France ready to facilitate Lebanon presidential election: French official


BEIRUT: France is ready to help Lebanese political parties agree on a president if it was asked to do so, a high-ranking French foreign policy official said Tuesday after meeting Prime Minister Tammam Salam in Beirut.


“The Lebanese must make a final decision and choose a president for their state without foreign intervention,” Jean-François Girault, head of the French foreign ministry’s Middle East and North Africa department, said after the meeting at the Grand Serail.


But “France proposes facilitating the agreement if Lebanon wants that.”


Girault stressed that rival factions must discuss and agree on one name as a consensus candidate for the presidency.


“There should be consensus,” he said.


A long-time Middle East envoy, Girault has served as the ambassador to Syria and Iraq, and worked as a diplomat in Iran.


“The presidential vacuum is entering its seventh month and it’s baffling ... France and many of its partners,” he said. “We should be clear. The presidential election matter is a Lebanese national issue and France does not have any candidates it would veto.”


Lebanon has been without a president since May 25, 2014 when Michel Sleiman’s six-year term ended.


The March 8 bloc backs Free Patriotic Movement leader MP Michel Aoun, while the rival March 14 supports Lebanese Forces chief Samir Geagea.


Hezbollah and the Amal Movement, which belong to March 8, have been calling on March 14 parties to discuss the presidential issue directly with Aoun.
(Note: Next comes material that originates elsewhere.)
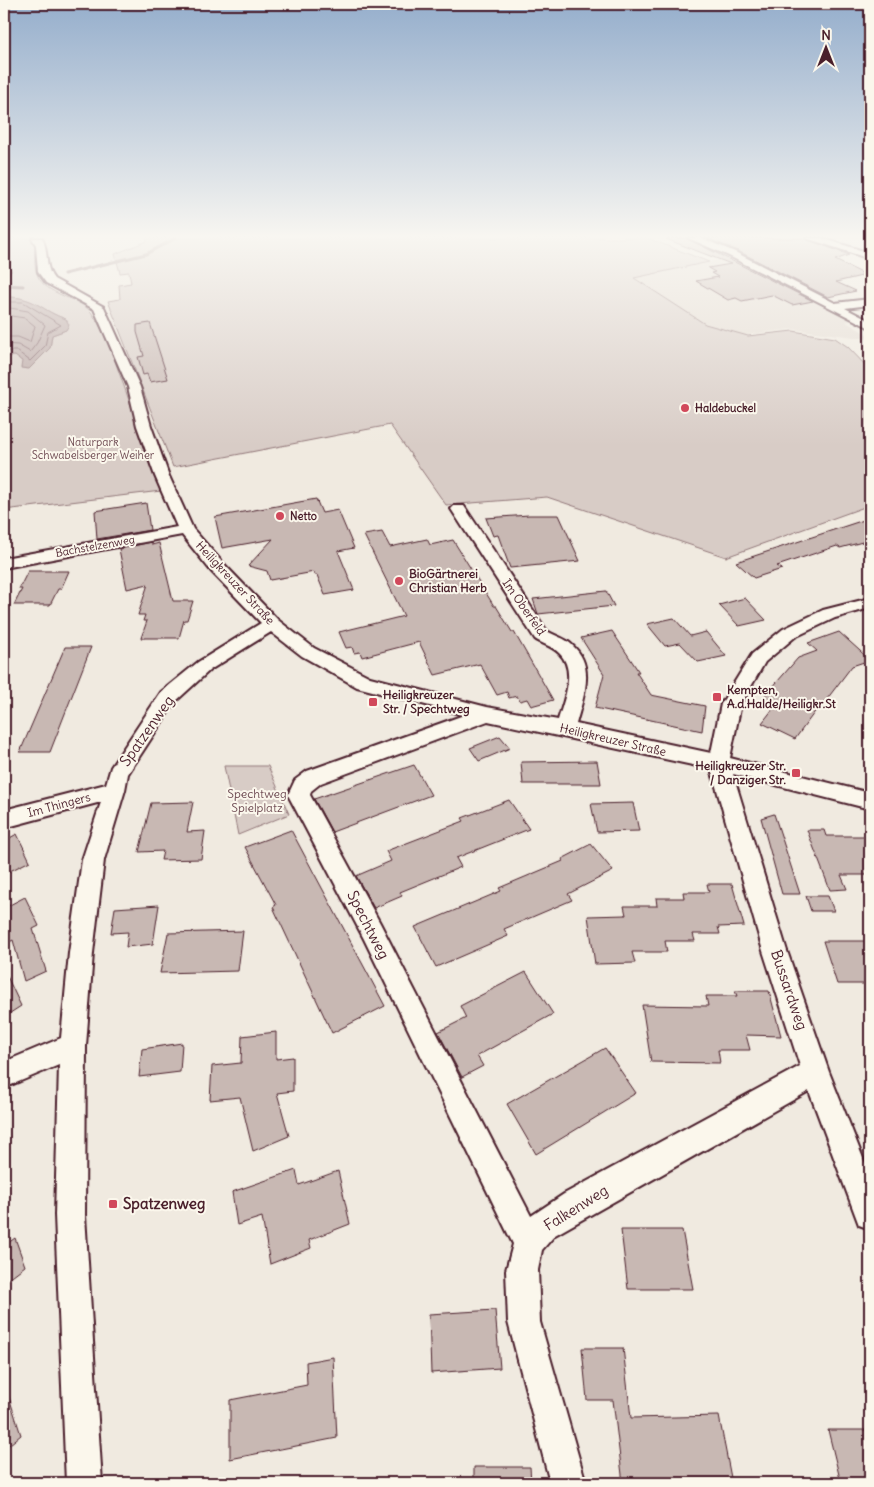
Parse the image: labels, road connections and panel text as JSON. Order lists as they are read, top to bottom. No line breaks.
{"streets":{"street":["Bachstelzenweg","Heiligkreuzer Straße","Im Oberfeld","Spatzenweg","Im Thingers","Spechtweg","Bussardweg","Falkenweg"]},"crossings":[["Bachstelzenweg","Heiligkreuzer Straße"],["Heiligkreuzer Straße","Im Oberfeld"],["Heiligkreuzer Straße","Spatzenweg"],["Heiligkreuzer Straße","Spechtweg"],["Heiligkreuzer Straße","Bussardweg"],["Spatzenweg","Im Thingers"],["Spechtweg","Falkenweg"],["Bussardweg","Falkenweg"]],"parks":["Naturpark Schwabelsberger Weiher","Spechtweg Spielplatz"],"places":{"other":["Haldebuckel","Netto","BioGärtnerei Christian Herb"],"transit":["Kempten, A.d.Halde/Heiligkr.St","Heiligkreuzer Str. / Spechtweg","Heiligkreuzer Str. / Danziger Str.","Spatzenweg"]},"north":"top"}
As the head of the largest Christian parliamentary bloc, Aoun holds that he is the most popular candidate among Christians in the country.


He has suggested a constitutional amendment that would allow for a direct popular vote to elect a president, first by the country’s Christians, then by the entire population.


Currently, Parliament votes for the president.


Aoun’s proposal was fiercely opposed by March 14.


He later proposed that he and Geagea face off in a direct vote in Parliament in an election that would bar other candidates.


Lebanese Forces officials said they welcomed the proposal, but could not impose it on other parties.


Other parties have denounced the proposal, saying it was undemocratic to restrict the election to two candidates.